**Data:**
________

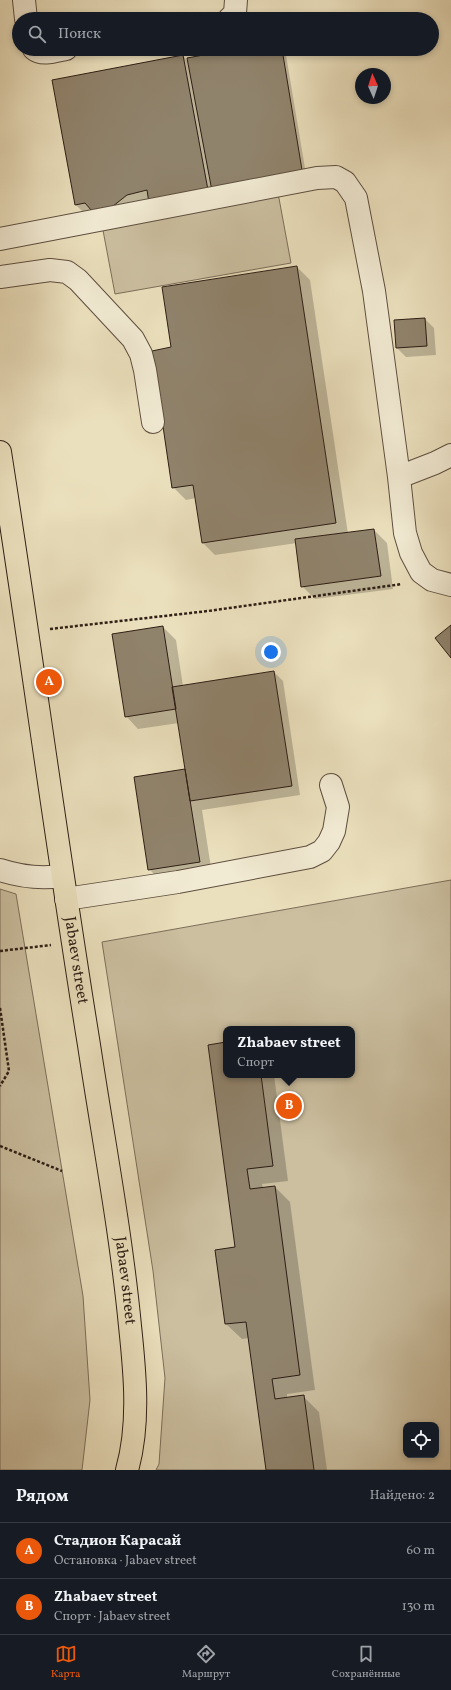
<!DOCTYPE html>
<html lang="ru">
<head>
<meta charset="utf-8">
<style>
	body { margin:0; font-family:Vollkorn,serif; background:#20242c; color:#f1f3f6 }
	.controls { position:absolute; right:12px; bottom:12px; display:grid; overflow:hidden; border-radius:8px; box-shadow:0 2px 6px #0003 }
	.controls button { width:36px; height:36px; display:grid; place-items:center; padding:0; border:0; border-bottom:1px solid #363941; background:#171b24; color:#f1f3f6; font:20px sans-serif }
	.compass { position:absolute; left:355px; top:68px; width:36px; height:36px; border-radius:50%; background:#171b24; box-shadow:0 2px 6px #0003; rotate:357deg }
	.you { position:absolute; left:271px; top:652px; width:14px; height:14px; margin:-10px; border:3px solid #fff; border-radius:50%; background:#1a73e8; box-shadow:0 0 0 6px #1a73e833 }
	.badge { display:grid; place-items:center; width:26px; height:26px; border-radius:50%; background:#ea580c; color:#fff; font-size:13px; font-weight:700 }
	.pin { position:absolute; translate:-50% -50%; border:2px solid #fff; box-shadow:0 1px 4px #0006 }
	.popup { position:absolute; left:223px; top:1026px; width:132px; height:52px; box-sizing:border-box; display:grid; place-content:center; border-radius:8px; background:#171b24; filter:drop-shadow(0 1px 3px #0005); font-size:13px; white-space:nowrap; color:#9ea1a6 }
	.popup b { font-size:15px; color:#f1f3f6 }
	.popup::after { content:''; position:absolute; left:50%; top:100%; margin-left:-8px; border:8px solid transparent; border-top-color:#171b24 }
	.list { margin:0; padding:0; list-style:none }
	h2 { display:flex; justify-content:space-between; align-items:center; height:52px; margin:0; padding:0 16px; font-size:17px }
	h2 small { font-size:13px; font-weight:400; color:#9ea1a6 }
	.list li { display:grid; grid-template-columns:26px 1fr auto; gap:12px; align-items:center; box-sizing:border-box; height:56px; padding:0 16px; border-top:1px solid #363941 }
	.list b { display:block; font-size:15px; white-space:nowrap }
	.list p { margin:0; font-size:13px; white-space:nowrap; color:#9ea1a6 }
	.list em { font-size:13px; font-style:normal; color:#9ea1a6 }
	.icon { flex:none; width:22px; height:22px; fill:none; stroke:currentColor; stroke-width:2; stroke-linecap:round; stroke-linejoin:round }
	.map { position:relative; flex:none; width:451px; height:1470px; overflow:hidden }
	.search { position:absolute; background:#171b24; box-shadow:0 2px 6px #0003; left:12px; right:12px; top:12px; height:44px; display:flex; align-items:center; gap:10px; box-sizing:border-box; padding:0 14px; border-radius:22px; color:#9ea1a6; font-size:15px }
	.sheet { height:164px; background:#171b24 }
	nav { display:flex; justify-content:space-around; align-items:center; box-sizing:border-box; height:56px; border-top:1px solid #363941; background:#171b24; font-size:11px; color:#9ea1a6 }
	nav a { display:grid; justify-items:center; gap:2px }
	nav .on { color:#ea580c }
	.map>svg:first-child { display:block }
	.green { fill:#cbbfa0; stroke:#7c6e5a; fill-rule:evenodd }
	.shadow { fill:#0003 }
	.building { fill:#90836c; stroke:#2e1e15 }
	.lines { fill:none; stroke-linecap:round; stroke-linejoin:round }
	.minor-casing { stroke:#5d4e3f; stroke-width:24 }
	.major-casing { stroke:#2e1e15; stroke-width:24 }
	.path { stroke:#2e1e15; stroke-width:2.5; stroke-dasharray:3 2; stroke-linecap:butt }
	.minor { stroke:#f2ebd4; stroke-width:22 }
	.major { stroke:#ebe0bd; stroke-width:22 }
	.labels { text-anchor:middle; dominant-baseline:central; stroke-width:3.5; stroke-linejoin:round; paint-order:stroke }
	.street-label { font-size:16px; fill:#2e1e15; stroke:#f2ebd4 }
</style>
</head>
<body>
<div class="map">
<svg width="451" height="1470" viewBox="0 0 451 1470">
	<rect width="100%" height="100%" fill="#ebe0bd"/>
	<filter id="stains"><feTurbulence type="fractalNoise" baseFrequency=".005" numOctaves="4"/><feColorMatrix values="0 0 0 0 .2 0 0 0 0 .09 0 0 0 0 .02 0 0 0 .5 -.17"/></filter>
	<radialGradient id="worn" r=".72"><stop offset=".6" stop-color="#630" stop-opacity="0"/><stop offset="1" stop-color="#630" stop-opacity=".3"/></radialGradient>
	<!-- green -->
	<path class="green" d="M 278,193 L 291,263 L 115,294 L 102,225 Z
		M 451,880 L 451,1470 L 156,1470 L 159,1464 L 165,1378 L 153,1271 L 102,942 ZM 226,1029 L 352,1029 L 352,1075 L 226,1075 ZM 406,1425 L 436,1425 L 436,1455 L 406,1455 Z
		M 0,889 L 16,894 L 83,1296 L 90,1400 L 82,1470 L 0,1470 Z"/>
	<!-- shadow -->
	<path class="shadow" d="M 242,49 L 285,49 L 307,180 L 140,207 L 112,230 L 97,215 L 88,217 L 75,204 L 183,56 L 189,62 Z
		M 297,267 L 310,280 L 348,534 L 374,530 L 387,543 L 393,589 L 315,599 L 302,586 L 297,543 L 215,555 L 203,543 L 196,498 L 186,500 L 173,487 L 173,348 Z
		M 425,319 L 434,328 L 436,355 L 406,357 L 397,348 Z
		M 163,627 L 176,640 L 183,686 L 274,672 L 283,681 L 300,795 L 202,810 L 212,874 L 162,882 L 149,869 L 187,772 L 179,723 L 138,729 L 126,716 Z
		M 226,1043 L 226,1075 L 274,1075 L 288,1181 L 262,1184 L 263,1188 L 275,1187 L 290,1202 L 315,1390 L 287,1394 L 287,1399 L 304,1397 L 319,1412 L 327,1470 L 267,1470 L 249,1338 L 242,1339 L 226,1324 L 236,1248 L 210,1046 Z"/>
	<!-- building -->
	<path class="building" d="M 236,49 L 282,49 L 303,176 L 212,191 L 187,58 Z
		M 183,55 L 208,190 L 149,203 L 147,190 L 127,195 L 98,218 L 85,203 L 75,205 L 52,80 Z
		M 297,266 L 336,523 L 202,543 L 193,485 L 172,488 L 152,351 L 171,347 L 162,287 Z
		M 425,318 L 427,346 L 396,348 L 394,320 Z
		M 374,529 L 381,576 L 301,587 L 295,539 Z
		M 451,625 L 451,658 L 435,638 Z
		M 163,626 L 176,709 L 125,717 L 112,634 Z
		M 274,671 L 292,786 L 190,801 L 172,687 Z
		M 185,769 L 200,862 L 148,870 L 134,777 Z
		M 226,1042 L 226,1075 L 261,1075 L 273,1166 L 247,1169 L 250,1189 L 275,1186 L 300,1375 L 272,1379 L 275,1399 L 304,1395 L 314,1470 L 266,1470 L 246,1322 L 225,1324 L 215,1250 L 235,1247 L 208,1045 Z"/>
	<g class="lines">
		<!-- minor casing -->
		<g class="minor-casing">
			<path id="minor" d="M 24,0 L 26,19
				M 229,19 L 235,13 L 236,0
				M 34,49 C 42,56 56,51 66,49
				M 0,239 L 317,178 L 336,177 L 345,182 L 356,198 L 374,291 L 399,477 L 405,533 L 411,553 L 421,572 L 432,580 L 451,585
				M 0,277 L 50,270 L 67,272 L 78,280 L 133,339 L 141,354 L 145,370 L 153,422
				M 399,477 L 435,463 L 451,455
				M 0,870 C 21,877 40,879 62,876
				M 66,899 L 178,882 L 310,857 L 322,851 L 329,842 L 334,831 L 338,807 L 331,785"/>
		</g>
		<!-- major casing -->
		<g class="major-casing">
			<g id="major">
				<path id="s1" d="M 0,452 C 31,650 57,848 89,1045 C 103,1138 121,1232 130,1326 C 135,1373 140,1424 127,1470"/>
			</g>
		</g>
		<!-- path -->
		<path class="path" d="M 50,629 L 208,611 L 402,584
			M 0,951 L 51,945
			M 0,1008 L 9,1071 L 0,1086
			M 0,1146 L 62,1171"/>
		<!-- minor -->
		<use href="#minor" class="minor"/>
		<!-- major -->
		<use href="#major" class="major"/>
	</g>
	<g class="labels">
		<!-- street labels -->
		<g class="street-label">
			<text stroke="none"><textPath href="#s1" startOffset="514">Jabaev street</textPath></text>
			<text stroke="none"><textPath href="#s1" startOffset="838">Jabaev street</textPath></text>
		</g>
	</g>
	<rect width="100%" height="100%" filter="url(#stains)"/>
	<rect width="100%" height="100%" fill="url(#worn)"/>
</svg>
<div class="controls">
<button><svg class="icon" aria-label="locate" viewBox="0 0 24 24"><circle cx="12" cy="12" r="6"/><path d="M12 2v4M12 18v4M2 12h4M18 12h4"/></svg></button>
</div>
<svg class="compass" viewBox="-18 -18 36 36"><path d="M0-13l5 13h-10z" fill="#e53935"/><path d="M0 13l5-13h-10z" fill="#9ea1a6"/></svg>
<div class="you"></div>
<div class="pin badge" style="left:49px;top:682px">A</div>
<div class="pin badge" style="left:289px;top:1106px">B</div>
<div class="popup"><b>Zhabaev street</b>Спорт</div>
<div class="search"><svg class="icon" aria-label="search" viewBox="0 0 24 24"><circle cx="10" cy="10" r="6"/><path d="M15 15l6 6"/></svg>Поиск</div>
</div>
<section class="sheet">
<h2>Рядом<small>Найдено: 2</small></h2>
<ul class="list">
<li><span class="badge">A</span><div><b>Стадион Карасай</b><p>Остановка · Jabaev street</p></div><em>60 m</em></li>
<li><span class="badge">B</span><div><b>Zhabaev street</b><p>Спорт · Jabaev street</p></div><em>130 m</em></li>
</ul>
</section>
<nav>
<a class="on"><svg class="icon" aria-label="map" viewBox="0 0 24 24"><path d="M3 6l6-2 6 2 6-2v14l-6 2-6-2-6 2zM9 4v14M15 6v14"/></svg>Карта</a>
<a><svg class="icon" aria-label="directions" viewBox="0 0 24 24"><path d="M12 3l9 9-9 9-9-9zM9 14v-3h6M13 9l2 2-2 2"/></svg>Маршрут</a>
<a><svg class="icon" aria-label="saved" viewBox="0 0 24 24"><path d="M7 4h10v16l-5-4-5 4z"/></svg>Сохранённые</a>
</nav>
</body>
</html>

________

**Your objective:**
Retype the records above, but only those lines that fall between the line containing "width:36px; height:36px; display:grid;" and the line containing "position:absolute; translate:-50% -50%;", with both of those lines included, exactly as written.

**Solution:**
	.controls button { width:36px; height:36px; display:grid; place-items:center; padding:0; border:0; border-bottom:1px solid #363941; background:#171b24; color:#f1f3f6; font:20px sans-serif }
	.compass { position:absolute; left:355px; top:68px; width:36px; height:36px; border-radius:50%; background:#171b24; box-shadow:0 2px 6px #0003; rotate:357deg }
	.you { position:absolute; left:271px; top:652px; width:14px; height:14px; margin:-10px; border:3px solid #fff; border-radius:50%; background:#1a73e8; box-shadow:0 0 0 6px #1a73e833 }
	.badge { display:grid; place-items:center; width:26px; height:26px; border-radius:50%; background:#ea580c; color:#fff; font-size:13px; font-weight:700 }
	.pin { position:absolute; translate:-50% -50%; border:2px solid #fff; box-shadow:0 1px 4px #0006 }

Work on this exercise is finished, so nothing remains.